→ **DATA SHOWN**:
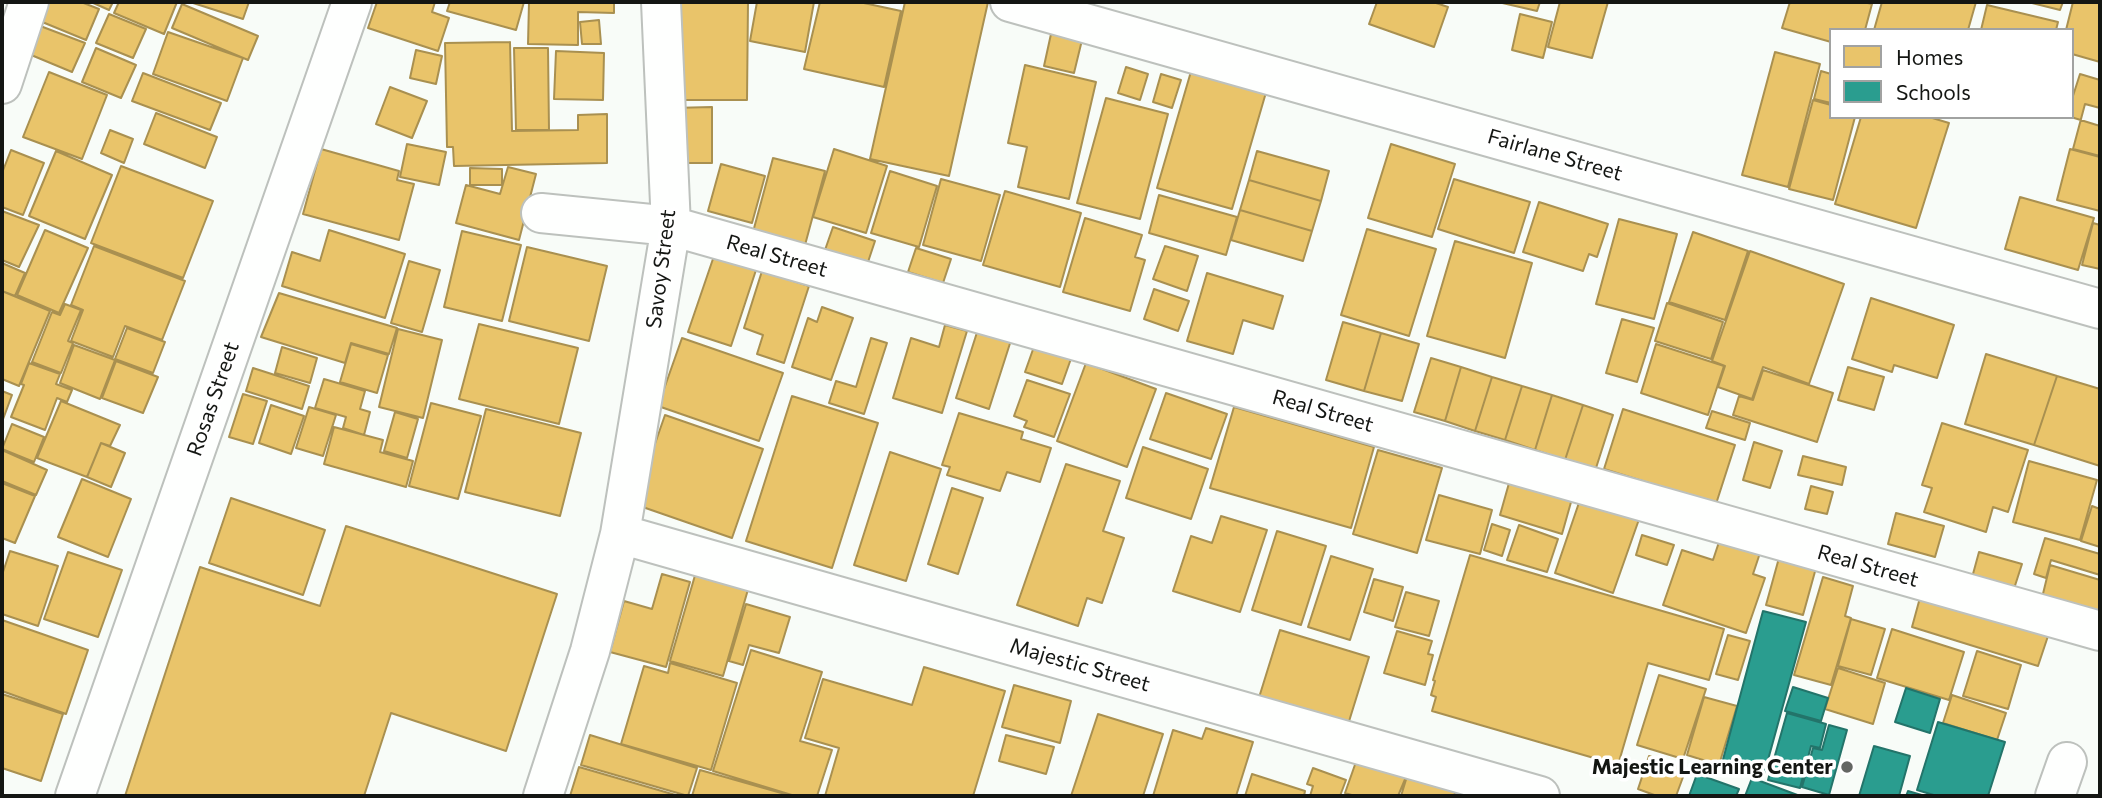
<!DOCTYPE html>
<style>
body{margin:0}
#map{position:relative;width:2102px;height:798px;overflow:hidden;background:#f8fcf8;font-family:Commissioner,sans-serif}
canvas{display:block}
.frame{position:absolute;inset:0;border:4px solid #141613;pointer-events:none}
.legend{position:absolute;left:1829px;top:28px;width:245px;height:91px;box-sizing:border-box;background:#fff;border:2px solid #a1a2a1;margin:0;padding:9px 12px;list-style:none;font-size:21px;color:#141613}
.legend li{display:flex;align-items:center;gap:14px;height:35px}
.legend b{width:35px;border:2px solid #a1a2a1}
</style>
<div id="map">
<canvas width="2102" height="798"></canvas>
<div class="frame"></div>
<ul class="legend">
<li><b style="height:19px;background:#e9c46a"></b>Homes</li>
<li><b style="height:19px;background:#2a9d8f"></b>Schools</li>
</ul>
</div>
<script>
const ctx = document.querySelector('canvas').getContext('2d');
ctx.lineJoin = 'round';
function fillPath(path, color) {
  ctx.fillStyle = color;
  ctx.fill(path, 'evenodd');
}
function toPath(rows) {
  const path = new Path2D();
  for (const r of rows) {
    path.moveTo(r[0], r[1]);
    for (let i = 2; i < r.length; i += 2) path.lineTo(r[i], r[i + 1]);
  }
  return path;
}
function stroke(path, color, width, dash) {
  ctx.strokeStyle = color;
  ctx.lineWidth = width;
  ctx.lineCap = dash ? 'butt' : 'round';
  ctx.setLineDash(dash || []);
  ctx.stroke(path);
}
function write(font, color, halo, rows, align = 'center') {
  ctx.font = font + ' Commissioner,sans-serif';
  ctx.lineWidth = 7;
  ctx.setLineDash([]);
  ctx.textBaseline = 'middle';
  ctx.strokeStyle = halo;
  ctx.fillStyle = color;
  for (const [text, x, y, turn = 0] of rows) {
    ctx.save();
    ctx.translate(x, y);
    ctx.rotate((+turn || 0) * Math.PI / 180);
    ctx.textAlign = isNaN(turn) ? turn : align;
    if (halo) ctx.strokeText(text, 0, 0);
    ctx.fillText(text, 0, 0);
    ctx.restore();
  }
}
const homes = toPath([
 [43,2,81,2,99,9,86,40,35,19,43,2],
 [91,2,113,2,109,10,91,2],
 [119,2,177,2,164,34,114,13,119,2],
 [190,2,249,2,243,19,190,2],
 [377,2,435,2,432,12,449,18,438,51,368,28,377,2],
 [450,2,524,2,516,30,447,11,450,2],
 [529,2,614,2,614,13,578,12,578,45,528,44,529,2],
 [667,2,748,2,747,100,667,100,667,2],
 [757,2,814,2,805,52,750,41,757,2],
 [820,2,859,2,901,11,884,87,804,69,820,2],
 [905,2,988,2,949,176,870,159,905,2],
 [1377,2,1433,2,1448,7,1434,47,1369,24,1377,2],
 [1498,2,1540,2,1537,11,1498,2],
 [1560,2,1608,2,1592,58,1548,47,1560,2],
 [1790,2,1863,2,1872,4,1865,30,1831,30,1831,42,1782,28,1790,2],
 [1882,2,1976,2,1968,30,1874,30,1882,2],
 [2028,2,2063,2,2060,10,2028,2],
 [2073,2,2100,2,2100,62,2072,54,2072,30,2066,30,2073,2],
 [182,4,258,36,248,60,172,28,182,4],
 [1987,5,2058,22,2056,30,1981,30,1987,5],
 [109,14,146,29,133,58,96,43,109,14],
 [1520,14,1552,22,1543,58,1512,50,1520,14],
 [599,20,601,44,582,44,580,22,599,20],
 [35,24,85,43,72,72,24,52,35,24],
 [168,32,243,58,227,101,153,74,168,32],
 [1051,34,1082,40,1074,73,1044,66,1051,34],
 [510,42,512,131,578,130,578,115,607,114,607,163,454,166,453,147,447,147,445,43,510,42],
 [96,48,136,65,121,98,82,82,96,48],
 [514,48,548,48,549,130,516,130,514,48],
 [416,50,442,56,436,84,410,78,416,50],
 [556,51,604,53,603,100,554,99,556,51],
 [1775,52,1820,64,1788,187,1742,175,1775,52],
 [1025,65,1096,82,1069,199,1018,187,1027,147,1008,143,1025,65],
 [1126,67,1148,74,1140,100,1118,93,1126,67],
 [1192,68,1267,89,1232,209,1157,188,1192,68],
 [1821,71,1831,74,1831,103,1814,99,1821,71],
 [49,72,107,95,82,159,23,137,49,72],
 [143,73,221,103,210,130,132,101,143,73],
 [1161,74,1181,80,1172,108,1153,102,1161,74],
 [2080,74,2100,80,2100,126,2071,117,2072,99,2080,74],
 [390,87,427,101,412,138,376,124,390,87],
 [1106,98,1168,114,1140,219,1077,203,1106,98],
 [1813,100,1831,105,1831,117,1855,117,1833,200,1789,189,1813,100],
 [2085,104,2100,108,2100,156,2073,149,2085,104],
 [712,107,712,163,673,163,672,108,712,107],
 [156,113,217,137,205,168,144,144,156,113],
 [1861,117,1929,117,1949,123,1916,228,1835,204,1861,117],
 [110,130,133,139,124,163,101,153,110,130],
 [407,144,446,152,439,185,400,177,407,144],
 [1391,144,1455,164,1432,237,1368,218,1391,144],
 [321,149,399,171,397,180,414,184,399,240,303,214,321,149],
 [834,149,887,166,866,233,813,217,834,149],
 [2070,149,2100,157,2100,211,2057,200,2070,149],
 [11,150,44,163,23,215,2,207,2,173,11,150],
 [56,151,112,175,85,239,29,216,56,151],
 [1257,151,1329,171,1321,201,1249,180,1257,151],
 [773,158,825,171,805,245,753,232,773,158],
 [721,164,765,176,752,223,708,211,721,164],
 [121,166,213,201,183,278,91,243,121,166],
 [508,167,536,174,519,240,456,223,466,185,500,194,508,167],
 [470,168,502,169,502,185,470,185,470,168],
 [890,171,937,186,919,247,871,233,890,171],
 [941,179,1000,195,981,261,923,245,941,179],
 [1454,179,1530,202,1514,253,1438,229,1454,179],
 [1249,180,1321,201,1312,231,1240,210,1249,180],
 [1005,191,1081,213,1060,287,983,265,1005,191],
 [1159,195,1237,217,1226,255,1149,233,1159,195],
 [2020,197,2094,218,2078,270,2005,249,2020,197],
 [1539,202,1608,224,1597,257,1589,254,1583,271,1523,252,1539,202],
 [1240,210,1312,231,1303,261,1231,240,1240,210],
 [2,211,39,225,19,267,2,260,2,211],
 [1085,218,1142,235,1135,257,1145,260,1130,311,1063,292,1085,218],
 [1619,219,1677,234,1654,319,1596,304,1619,219],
 [2093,223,2100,225,2100,269,2082,265,2093,223],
 [833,227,875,241,867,265,825,250,833,227],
 [1367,229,1436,249,1409,336,1341,315,1367,229],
 [45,230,88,248,59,313,17,295,45,230],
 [329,230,405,254,385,318,282,286,292,252,320,261,329,230],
 [462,231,521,245,502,321,444,307,462,231],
 [1693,232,1748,251,1725,320,1669,302,1693,232],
 [1455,241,1532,263,1505,358,1427,336,1455,241],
 [94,246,185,281,162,340,125,326,113,357,71,341,83,310,71,305,94,246],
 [1165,246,1198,256,1187,291,1153,279,1165,246],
 [527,247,607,266,589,341,509,321,527,247],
 [916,248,951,259,943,283,908,272,916,248],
 [1750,251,1844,284,1809,384,1763,367,1752,399,1718,387,1725,366,1712,361,1750,251],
 [715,253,757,267,731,346,688,332,715,253],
 [409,261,440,270,422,332,391,323,409,261],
 [2,263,25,273,15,296,2,291,2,263],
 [762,271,809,286,784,363,757,354,763,335,744,328,762,271],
 [1207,273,1283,296,1273,329,1243,320,1233,354,1187,341,1207,273],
 [1154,289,1189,301,1178,331,1144,319,1154,289],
 [2,291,50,311,19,386,2,379,2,291],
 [279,293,397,328,389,354,351,343,345,363,261,337,279,293],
 [1871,298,1954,325,1937,378,1894,365,1892,372,1852,359,1871,298],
 [1667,303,1723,322,1711,359,1655,341,1667,303],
 [65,304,81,310,68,341,73,343,61,373,32,362,52,312,60,315,65,304],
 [822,307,853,318,831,380,792,367,808,318,817,322,822,307],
 [1622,319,1654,328,1637,382,1606,373,1622,319],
 [1343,322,1381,333,1364,391,1326,380,1343,322],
 [980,323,1013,334,989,409,956,398,980,323],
 [479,324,578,348,559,424,459,399,479,324],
 [945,325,967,331,942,413,893,398,911,338,939,347,945,325],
 [127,328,165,342,153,373,115,359,127,328],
 [398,329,442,340,423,418,379,407,398,329],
 [1381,333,1419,344,1402,401,1364,391,1381,333],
 [682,338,783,373,759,441,658,406,682,338],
 [871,338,887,343,864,414,829,403,836,381,856,387,871,338],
 [1036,341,1073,353,1062,384,1025,372,1036,341],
 [351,344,388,355,377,393,340,382,351,344],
 [1656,344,1724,366,1708,415,1641,393,1656,344],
 [74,345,115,360,100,399,60,383,74,345],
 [282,347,317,358,310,383,275,373,282,347],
 [1986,354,2057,376,2034,445,1965,424,1986,354],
 [1431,358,1461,367,1445,421,1414,412,1431,358],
 [116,361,158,377,143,413,102,398,116,361],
 [29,363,60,374,56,384,72,390,67,402,57,398,45,430,11,417,24,385,21,384,29,363],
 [1086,363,1156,389,1127,467,1057,441,1086,363],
 [1461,367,1492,377,1475,431,1445,421,1461,367],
 [1848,367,1884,377,1874,410,1838,400,1848,367],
 [253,368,309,386,302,409,246,391,253,368],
 [1763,370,1833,393,1817,442,1733,415,1739,396,1753,400,1763,370],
 [2057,376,2100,389,2100,466,2034,445,2057,376],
 [1492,377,1522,386,1505,440,1475,431,1492,377],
 [324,379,365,391,360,409,370,412,364,435,343,428,346,417,315,408,324,379],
 [1027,380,1070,394,1054,437,1024,427,1027,421,1014,416,1027,380],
 [1522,386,1552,395,1535,450,1505,440,1522,386],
 [2,391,12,395,2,422,2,391],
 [1166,393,1227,414,1211,459,1150,439,1166,393],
 [243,394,267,401,253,444,229,437,243,394],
 [1552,395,1583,405,1565,460,1535,450,1552,395],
 [792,396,878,423,832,568,746,541,792,396],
 [61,401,120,425,110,446,101,443,87,477,37,458,61,401],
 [431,403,481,416,458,499,409,486,431,403],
 [271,405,304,416,291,454,259,443,271,405],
 [1583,405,1613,415,1596,468,1565,460,1583,405],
 [309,407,336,415,323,456,296,448,309,407],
 [1234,407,1374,447,1351,528,1210,488,1234,407],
 [486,409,581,433,560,516,465,492,486,409],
 [1623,409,1735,445,1716,504,1604,469,1623,409],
 [1712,411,1750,423,1745,440,1706,428,1712,411],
 [395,412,418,419,407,458,384,451,395,412],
 [959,413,1023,432,1021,439,1051,448,1040,482,1007,472,1000,491,947,475,950,467,942,465,959,413],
 [665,415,763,449,732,538,634,504,665,415],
 [1942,423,2028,450,2008,512,1993,507,1986,532,1924,512,1932,488,1922,485,1942,423],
 [12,424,44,437,34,462,2,449,12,424],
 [334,427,383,440,380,452,413,461,406,487,324,464,334,427],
 [1754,442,1782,451,1770,488,1743,480,1754,442],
 [101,443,125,453,111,487,87,477,101,443],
 [1143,447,1208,469,1191,519,1126,498,1143,447],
 [2,450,47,470,36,495,2,481,2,450],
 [1378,450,1442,468,1417,553,1353,534,1378,450],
 [890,452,941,469,906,581,854,565,890,452],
 [1803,456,1846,467,1842,485,1798,475,1803,456],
 [2029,461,2097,480,2080,540,2013,522,2029,461],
 [1066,464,1120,481,1103,531,1124,538,1102,603,1087,598,1078,626,1017,605,1066,464],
 [1513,469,1575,488,1562,534,1500,515,1513,469],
 [82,479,131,499,108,557,58,537,82,479],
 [2,483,35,496,15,543,2,538,2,483],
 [1811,486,1833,492,1827,514,1805,509,1811,486],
 [952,488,983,498,958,574,928,564,952,488],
 [1584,488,1643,508,1613,593,1555,573,1584,488],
 [1439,495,1492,510,1480,554,1426,540,1439,495],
 [231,498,325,530,303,595,209,563,231,498],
 [2092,506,2100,509,2100,547,2081,541,2092,506],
 [1896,513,1944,526,1935,557,1888,544,1896,513],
 [1221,516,1267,530,1240,612,1173,591,1191,536,1212,543,1221,516],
 [1492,524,1510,530,1502,556,1484,550,1492,524],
 [1519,525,1558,539,1547,572,1507,560,1519,525],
 [346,526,557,594,506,751,391,713,364,796,125,796,200,567,320,606,346,526],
 [1277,531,1326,546,1301,625,1252,610,1277,531],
 [1642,535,1674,545,1667,565,1636,555,1642,535],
 [2045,538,2100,554,2100,575,2051,560,2046,578,2034,574,2045,538],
 [1720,539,1760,553,1753,574,1765,578,1746,633,1663,605,1682,550,1713,560,1720,539],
 [1782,547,1819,557,1803,615,1766,605,1782,547],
 [10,551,58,566,38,626,2,614,2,575,10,551],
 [68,552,122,570,98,637,44,619,68,552],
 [1979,552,2022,564,2011,598,1970,585,1979,552],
 [1470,555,1724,629,1709,680,1648,663,1618,765,1432,711,1436,697,1431,695,1435,681,1433,680,1470,555],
 [1331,556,1373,569,1350,640,1308,627,1331,556],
 [2050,565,2100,580,2100,619,2041,602,2050,565],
 [696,572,749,586,723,676,670,661,696,572],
 [662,574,690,582,666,667,610,652,624,601,652,609,662,574],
 [1823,577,1853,586,1845,616,1851,618,1831,685,1794,675,1823,577],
 [1374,579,1403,587,1393,621,1364,612,1374,579],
 [1406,592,1439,601,1429,636,1395,627,1406,592],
 [1921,594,2049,633,2038,666,1912,627,1921,594],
 [746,604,790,617,779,653,749,645,743,665,729,661,746,604],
 [1851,619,1885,629,1871,675,1838,666,1851,619],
 [2,620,88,650,66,714,2,691,2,620],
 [1892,629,1964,652,1949,700,1877,678,1892,629],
 [1280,630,1369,657,1346,731,1257,704,1280,630],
 [1397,631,1432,641,1428,654,1433,655,1425,685,1384,673,1397,631],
 [1728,635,1750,641,1738,680,1716,674,1728,635],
 [751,650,822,672,800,741,832,750,817,796,795,796,713,771,751,650],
 [1977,651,2021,665,2008,709,1963,696,1977,651],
 [670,663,737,683,711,770,621,744,644,666,668,673,670,663],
 [924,667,1005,691,973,796,825,796,839,748,805,738,823,679,912,705,924,667],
 [1838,668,1885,683,1873,724,1825,709,1838,668],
 [1659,675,1706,689,1683,759,1637,745,1659,675],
 [1014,685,1071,701,1060,743,1002,727,1014,685],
 [2,694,63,714,41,781,2,768,2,694],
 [1952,695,2006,713,1997,740,1943,723,1952,695],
 [1704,697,1737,706,1719,765,1687,755,1704,697],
 [1098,714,1163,734,1143,796,1071,796,1098,714],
 [1206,728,1253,742,1236,796,1153,796,1173,730,1202,739,1206,728],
 [590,735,697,768,688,796,581,765,590,735],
 [1006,735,1054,747,1046,774,999,761,1006,735],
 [1649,756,1686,769,1676,796,1657,796,1638,789,1649,756],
 [1357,759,1406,777,1398,796,1355,796,1345,793,1357,759],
 [579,767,679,796,570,796,579,767],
 [1313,768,1346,780,1340,796,1310,796,1313,786,1307,784,1313,768],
 [700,770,785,794,784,796,692,796,700,770],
 [1408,773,1457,787,1454,796,1401,796,1408,773],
 [1252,774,1305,791,1304,796,1245,796,1252,774]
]);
const schools = toPath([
 [1763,611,1806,622,1763,778,1721,767,1763,611],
 [1793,687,1828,698,1821,721,1785,711,1793,687],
 [1906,688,1940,699,1930,733,1895,722,1906,688],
 [1787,713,1826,724,1820,748,1811,746,1800,788,1768,780,1787,713],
 [1938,722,2005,742,1988,796,1937,796,1917,790,1938,722],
 [1829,725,1847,730,1829,795,1802,787,1813,748,1822,750,1829,725],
 [1874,746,1910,756,1899,796,1859,796,1874,746],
 [1697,774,1739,789,1736,796,1689,796,1697,774],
 [1752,778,1800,796,1745,796,1752,778],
 [1908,791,1925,796,1906,796,1908,791]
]);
const minor = toPath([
 [1010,2,2100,309],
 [2,84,29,2],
 [541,213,671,226,2100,631],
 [620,534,1540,796],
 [75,796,352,2],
 [543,796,590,651,620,534,671,226,661,2],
 [2055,796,2067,762]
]);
const markers = [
 [1847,767,7,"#646663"]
];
const streetNames = [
 ["Fairlane Street",1555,155,16],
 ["Real Street",777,256,16],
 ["Savoy Street",661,269,-83],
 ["Rosas Street",213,399,-71],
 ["Real Street",1323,411,16],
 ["Real Street",1868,566,16],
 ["Majestic Street",1080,665,16]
];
const poiNames = [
 ["Majestic Learning Center",1833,767]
];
fillPath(homes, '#e9c46a');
stroke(homes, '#a99050', 2);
fillPath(schools, '#2a9d8f');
stroke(schools, '#23746a', 2);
stroke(minor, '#bdc1bd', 42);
stroke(minor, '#fefffe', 38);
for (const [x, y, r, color] of markers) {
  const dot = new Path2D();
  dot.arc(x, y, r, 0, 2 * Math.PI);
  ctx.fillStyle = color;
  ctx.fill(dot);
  stroke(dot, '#fff', 2.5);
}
write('21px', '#141613', '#fff', streetNames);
write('bold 21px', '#141613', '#fff', poiNames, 'right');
</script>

→ **PROBLEM DESCRIPTION**:
Wherever the string "rows" occurs in the records, copy the line it is in.

→ **EXPECTED ANSWER**:
function toPath(rows) {
  for (const r of rows) {
function write(font, color, halo, rows, align = 'center') {
  for (const [text, x, y, turn = 0] of rows) {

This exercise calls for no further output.